Aquellos que nunca han visto a un marciano vivo apenas pueden imaginar el extraño horror de su aspecto. La peculiar boca en forma de V con su labio superior puntiagudo, la ausencia de arcos superciliares, la falta de barbilla bajo el labio inferior en forma de cuña, el incesante temblor de esa boca, las gorgóneas agrupaciones de tentáculos, la tumultuosa respiración de los pulmones en una atmósfera extraña, la evidente pesadez y penosa lentitud del movimiento debido a la mayor energía gravitacional de la Tierra; por encima de todo, la extraordinaria intensidad de los inmensos ojos eran a la vez vitales, intensos, inhumanos, achacosos y monstruosos. Había algo fungoide en la piel de color marrón aceitoso, algo en la torpe deliberación de los tediosos movimientos que resultaba indescriptiblemente asqueroso. Ya en este primer encuentro, en este primer vistazo, me inundaron el disgusto y el pavor.
De pronto, el monstruo desapareció. Había rodado por el borde del cilindro y caído dentro del pozo, con un sordo golpe semejante al de una gran masa de cuero. Le oí emitir un peculiar y denso grito, y acto seguido otra de estas criaturas apareció oscuramente en la profunda sombra de la abertura.
Me volví y, corriendo como un loco, me dirigí hacia el primer grupo de árboles, tal vez a cien yardas de distancia; pero corrí en diagonal y tropezando, pues no podía apartar la vista de esas cosas.
Allí, entre unos pinos jóvenes y arbustos de aliaga, me detuve, jadeante, a esperar nuevos acontecimientos.

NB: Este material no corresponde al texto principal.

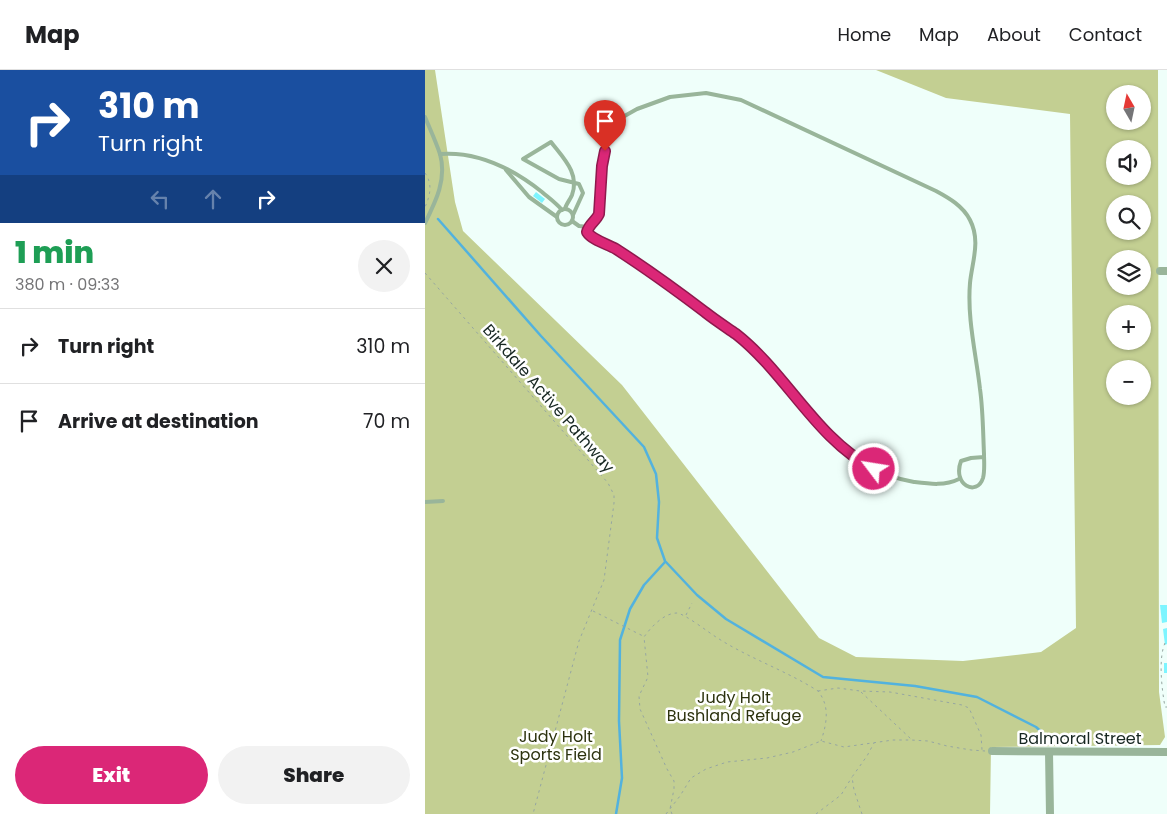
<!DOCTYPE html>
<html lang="en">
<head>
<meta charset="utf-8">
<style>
	:root { --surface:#fff; --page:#f2f2f2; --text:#202124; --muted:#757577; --line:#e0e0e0; --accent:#db2777 }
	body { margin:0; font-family:Poppins,sans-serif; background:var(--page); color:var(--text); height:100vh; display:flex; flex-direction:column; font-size:19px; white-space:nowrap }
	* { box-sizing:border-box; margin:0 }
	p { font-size:16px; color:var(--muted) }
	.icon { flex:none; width:28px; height:28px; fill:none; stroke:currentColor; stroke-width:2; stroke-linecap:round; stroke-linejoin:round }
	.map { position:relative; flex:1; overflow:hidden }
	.details { display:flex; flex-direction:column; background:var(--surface); width:425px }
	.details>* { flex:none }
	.hud { background:#1a4fa0; color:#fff; overflow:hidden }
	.needle { width:32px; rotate:351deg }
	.buttons { position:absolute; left:681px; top:15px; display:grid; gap:10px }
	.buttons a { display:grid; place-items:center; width:45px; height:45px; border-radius:50%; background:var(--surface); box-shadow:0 1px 4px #0004; font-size:25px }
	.pin { position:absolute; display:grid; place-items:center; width:42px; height:42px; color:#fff; margin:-51px -21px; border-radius:50% 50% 50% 0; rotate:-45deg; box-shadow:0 0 5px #0007 }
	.pin .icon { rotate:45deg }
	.me { position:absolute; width:55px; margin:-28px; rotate:301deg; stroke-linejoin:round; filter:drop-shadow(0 0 4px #0008) }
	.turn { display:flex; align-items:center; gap:18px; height:105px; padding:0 15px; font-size:22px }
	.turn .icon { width:65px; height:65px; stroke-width:2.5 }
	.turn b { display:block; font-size:35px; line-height:42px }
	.lanes { display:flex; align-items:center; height:48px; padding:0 15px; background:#0003; justify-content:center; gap:25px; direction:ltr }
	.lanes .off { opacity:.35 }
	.round { display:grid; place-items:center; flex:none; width:52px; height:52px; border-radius:26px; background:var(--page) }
	.summary { display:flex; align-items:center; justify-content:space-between; height:85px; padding:0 15px }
	h1 { font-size:30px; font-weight:800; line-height:38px; color:#1e9e55 }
	.action { display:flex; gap:10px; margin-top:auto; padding:10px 15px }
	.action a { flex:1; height:58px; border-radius:30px; background:var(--accent); color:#fff; font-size:20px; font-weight:800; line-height:58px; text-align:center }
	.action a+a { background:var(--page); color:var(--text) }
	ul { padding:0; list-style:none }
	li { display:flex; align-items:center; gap:15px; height:75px; padding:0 15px; border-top:1px solid var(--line) }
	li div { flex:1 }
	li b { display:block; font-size:19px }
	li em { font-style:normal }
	header { display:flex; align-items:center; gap:30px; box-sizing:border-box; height:70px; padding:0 25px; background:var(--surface); border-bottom:1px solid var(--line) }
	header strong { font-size:24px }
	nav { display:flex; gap:28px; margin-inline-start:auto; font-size:18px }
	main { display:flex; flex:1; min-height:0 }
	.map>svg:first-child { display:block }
	.green { fill:#c3cf92; fill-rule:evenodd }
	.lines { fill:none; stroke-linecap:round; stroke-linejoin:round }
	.stream { stroke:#52b2de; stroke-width:2.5 }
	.building { fill:#7df5ff }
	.path { stroke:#96a6a1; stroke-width:1; stroke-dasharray:2.5 4; stroke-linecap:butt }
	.lane { stroke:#99b59a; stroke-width:4 }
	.street { stroke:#99b59a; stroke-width:8 }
	.route-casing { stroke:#8e194d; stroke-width:12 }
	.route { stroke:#db2777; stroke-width:9 }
	.labels { text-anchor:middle; stroke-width:5; stroke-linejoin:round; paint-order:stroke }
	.street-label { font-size:16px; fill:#172722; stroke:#fff }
	.park-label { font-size:16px; fill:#2c320e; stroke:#fff }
</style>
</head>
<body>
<header>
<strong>Map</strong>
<nav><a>Home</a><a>Map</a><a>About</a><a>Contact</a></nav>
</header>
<main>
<section class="details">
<div class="hud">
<div class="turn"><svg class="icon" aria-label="right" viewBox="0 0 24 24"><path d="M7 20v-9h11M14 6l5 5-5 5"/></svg><div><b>310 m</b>Turn right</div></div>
<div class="lanes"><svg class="icon off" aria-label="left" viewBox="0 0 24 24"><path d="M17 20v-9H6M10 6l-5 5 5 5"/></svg><svg class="icon off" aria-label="ahead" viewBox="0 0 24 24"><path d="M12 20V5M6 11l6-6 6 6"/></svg><svg class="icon" aria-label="right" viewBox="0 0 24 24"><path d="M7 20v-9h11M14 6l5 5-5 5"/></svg></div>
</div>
<div class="summary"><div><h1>1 min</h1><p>380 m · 09:33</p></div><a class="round"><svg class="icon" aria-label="close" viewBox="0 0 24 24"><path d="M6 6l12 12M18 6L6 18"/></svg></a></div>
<ul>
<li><svg class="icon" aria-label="right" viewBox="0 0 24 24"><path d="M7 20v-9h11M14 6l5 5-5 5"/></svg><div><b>Turn right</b></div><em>310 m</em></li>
<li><svg class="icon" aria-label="arrive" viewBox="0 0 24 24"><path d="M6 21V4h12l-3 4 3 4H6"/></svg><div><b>Arrive at destination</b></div><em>70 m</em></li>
</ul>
<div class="action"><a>Exit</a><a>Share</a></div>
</section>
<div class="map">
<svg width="742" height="744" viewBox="0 0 742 744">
	<rect width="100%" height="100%" fill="#effffa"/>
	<path class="green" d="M0,0H10L30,132L38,161L197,315L394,568L431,587L538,591L616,582L651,558L645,44L521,28L451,0H733L734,622L740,667L735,675L566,677L565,744H0ZM690,24H718V51H690ZM690,79H718V106H690ZM690,134H718V161H690ZM690,189H718V216H690ZM690,244H718V271H690ZM690,299H718V326H690Z"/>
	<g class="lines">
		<g class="stream">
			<path d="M13,149L116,266L219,377L231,404L234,432L232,468L240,491L272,525L301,549L398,607L490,616L552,627L611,657L621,666L625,674"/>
			<path d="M191,744L197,708L194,651L195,570L205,539L219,515L240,492"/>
		</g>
	</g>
	<g class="building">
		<path d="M111,122L120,129L117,133L108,126Z"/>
		<path d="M735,535H742V552L737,553Z"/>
		<path d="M742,558V574L740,575L738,559Z"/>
		<rect x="739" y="593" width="3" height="10"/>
	</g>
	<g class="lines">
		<g class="path">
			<path d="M0,103C8,114 5,126 0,137"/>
			<path d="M0,203L183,413L189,425V433L179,510L154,571L108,744"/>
			<path d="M168,541L218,566"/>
			<path d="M261,545L267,533"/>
			<path d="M740,573C733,589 737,620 740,637H742"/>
			<path d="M393,621L413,618L435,621L465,622L537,635L544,638L556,665L557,680"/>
			<path d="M436,622L486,669"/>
			<path d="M241,744L255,726L266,708L281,699L302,692L342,688L368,682L396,671L419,677L468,670H486L503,671L522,676L546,680L560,681"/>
			<path d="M247,744L245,739L249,719V711L242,699L215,639L214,626L223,607L219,567C226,557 239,543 252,543C260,544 283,562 291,567C323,588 360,600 393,621C405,636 402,653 396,671"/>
			<path d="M391,744L416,725L427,707"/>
			<path d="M437,744L429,720L427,707L442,686L449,673"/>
		</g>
		<g class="lane">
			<path d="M0,47C5,59 11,72 15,84C22,109 11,131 0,153"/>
			<path d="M15,84C53,81 88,99 117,122C124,128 131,133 137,140"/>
			<path d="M81,100L104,127L132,147"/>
			<path d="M140,139C141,134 145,130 147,125C155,103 138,88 126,72L98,89L134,109L154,114L158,123L148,145"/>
			<circle cx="140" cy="147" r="8"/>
			<path d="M147,151L154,156L163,157L172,149L174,144L177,95L184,66L196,48L212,39L245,27L281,23L316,30L511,121C524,128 538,136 545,150C556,171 547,192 545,213C542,248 551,284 555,319C558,340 558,362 559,384C559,391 560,401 558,408C552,427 527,415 536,391L546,388L559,387"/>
			<path d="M163,157L162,161L164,165L180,172L218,196L324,275C347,297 367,322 388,346C403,363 417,380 435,392C451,401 471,409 489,412C505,414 520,416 534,409"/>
			<path d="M0,432L18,431"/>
		</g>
		<g class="street">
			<path d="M735,201H742"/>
			<path d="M567,681L742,682"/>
			<path d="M624,682L625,744"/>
		</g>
	</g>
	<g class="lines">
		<defs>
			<path id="route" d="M180,81L177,96L174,144C171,151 164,154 162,162C167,170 182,174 191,179C222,199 251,220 280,242C290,250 301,257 311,264C362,304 391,369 449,399"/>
		</defs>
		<use href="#route" class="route-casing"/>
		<use href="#route" class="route"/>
	</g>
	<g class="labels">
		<g class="street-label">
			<text transform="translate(124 328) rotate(49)" y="6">Birkdale Active Pathway</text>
			<text x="655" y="674">Balmoral Street</text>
		</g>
		<g class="park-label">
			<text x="309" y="633">Judy Holt<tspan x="309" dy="18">Bushland Refuge</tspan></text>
			<text x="131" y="672">Judy Holt<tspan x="131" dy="18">Sports Field</tspan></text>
		</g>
	</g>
</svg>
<div class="buttons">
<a><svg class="needle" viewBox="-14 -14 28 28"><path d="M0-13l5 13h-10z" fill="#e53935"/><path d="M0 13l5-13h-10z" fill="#757577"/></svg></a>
<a><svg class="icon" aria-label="sound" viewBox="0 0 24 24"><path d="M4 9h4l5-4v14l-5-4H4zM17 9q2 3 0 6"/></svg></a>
<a><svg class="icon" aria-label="search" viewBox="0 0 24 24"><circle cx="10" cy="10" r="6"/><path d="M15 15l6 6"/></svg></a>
<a><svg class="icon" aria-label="layers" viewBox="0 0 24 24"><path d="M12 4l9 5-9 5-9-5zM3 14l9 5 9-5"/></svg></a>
<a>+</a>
<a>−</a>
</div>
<div class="pin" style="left:180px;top:81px;background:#d93025"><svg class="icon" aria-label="arrive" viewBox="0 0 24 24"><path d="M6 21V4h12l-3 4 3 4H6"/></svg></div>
<svg class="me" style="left:449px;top:399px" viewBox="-20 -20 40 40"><circle r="17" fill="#db2777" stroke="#fff" stroke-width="3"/><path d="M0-11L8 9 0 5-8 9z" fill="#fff"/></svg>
</div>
</main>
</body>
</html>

El páramo que rodeaba las fosas de arena estaba salpicado de gente que, como yo, permanecía de pie con un terror medio fascinado, mirando fijamente a estas criaturas, o más bien a la grava amontonada en el borde de la fosa donde yacían.
Y entonces, con un renovado horror, vi un objeto negro y redondo que subía y bajaba por el borde de la fosa. Era la cabeza del dependiente que había caído dentro, pero recortada como un pequeño objeto negro contra el cálido sol de poniente.
Ahora logró subir el hombro y la rodilla, y de nuevo pareció resbalar hacia atrás hasta que solo se le vio la cabeza. De repente desapareció, y habría podido jurar que me había llegado un débil grito.
Tuve el impulso momentáneo de volver y ayudarle, que mis temores anularon.
Todo era entonces completamente invisible, oculto por el profundo foso y el montón de arena que la caída del cilindro había provocado. Cualquiera que viniera por el camino de Chobham o Woking se habría quedado asombrado ante el espectáculo: una multitud menguante de quizás un centenar de personas o más de pie en un gran círculo irregular, en las zanjas, detrás de los arbustos, detrás de cancelas y setos, diciéndose pocas cosas unos a otros y estas en gritos cortos y excitados, y mirando fijamente, mirando con fijeza unos pocos montones de arena. El carro de cerveza de jengibre se erguía, un extraño vestigio abandonado, negro contra el cielo ardiente, y en las fosas de arena había una fila de vehículos abandonados con sus caballos comiendo de las mulas o patendiendo el suelo.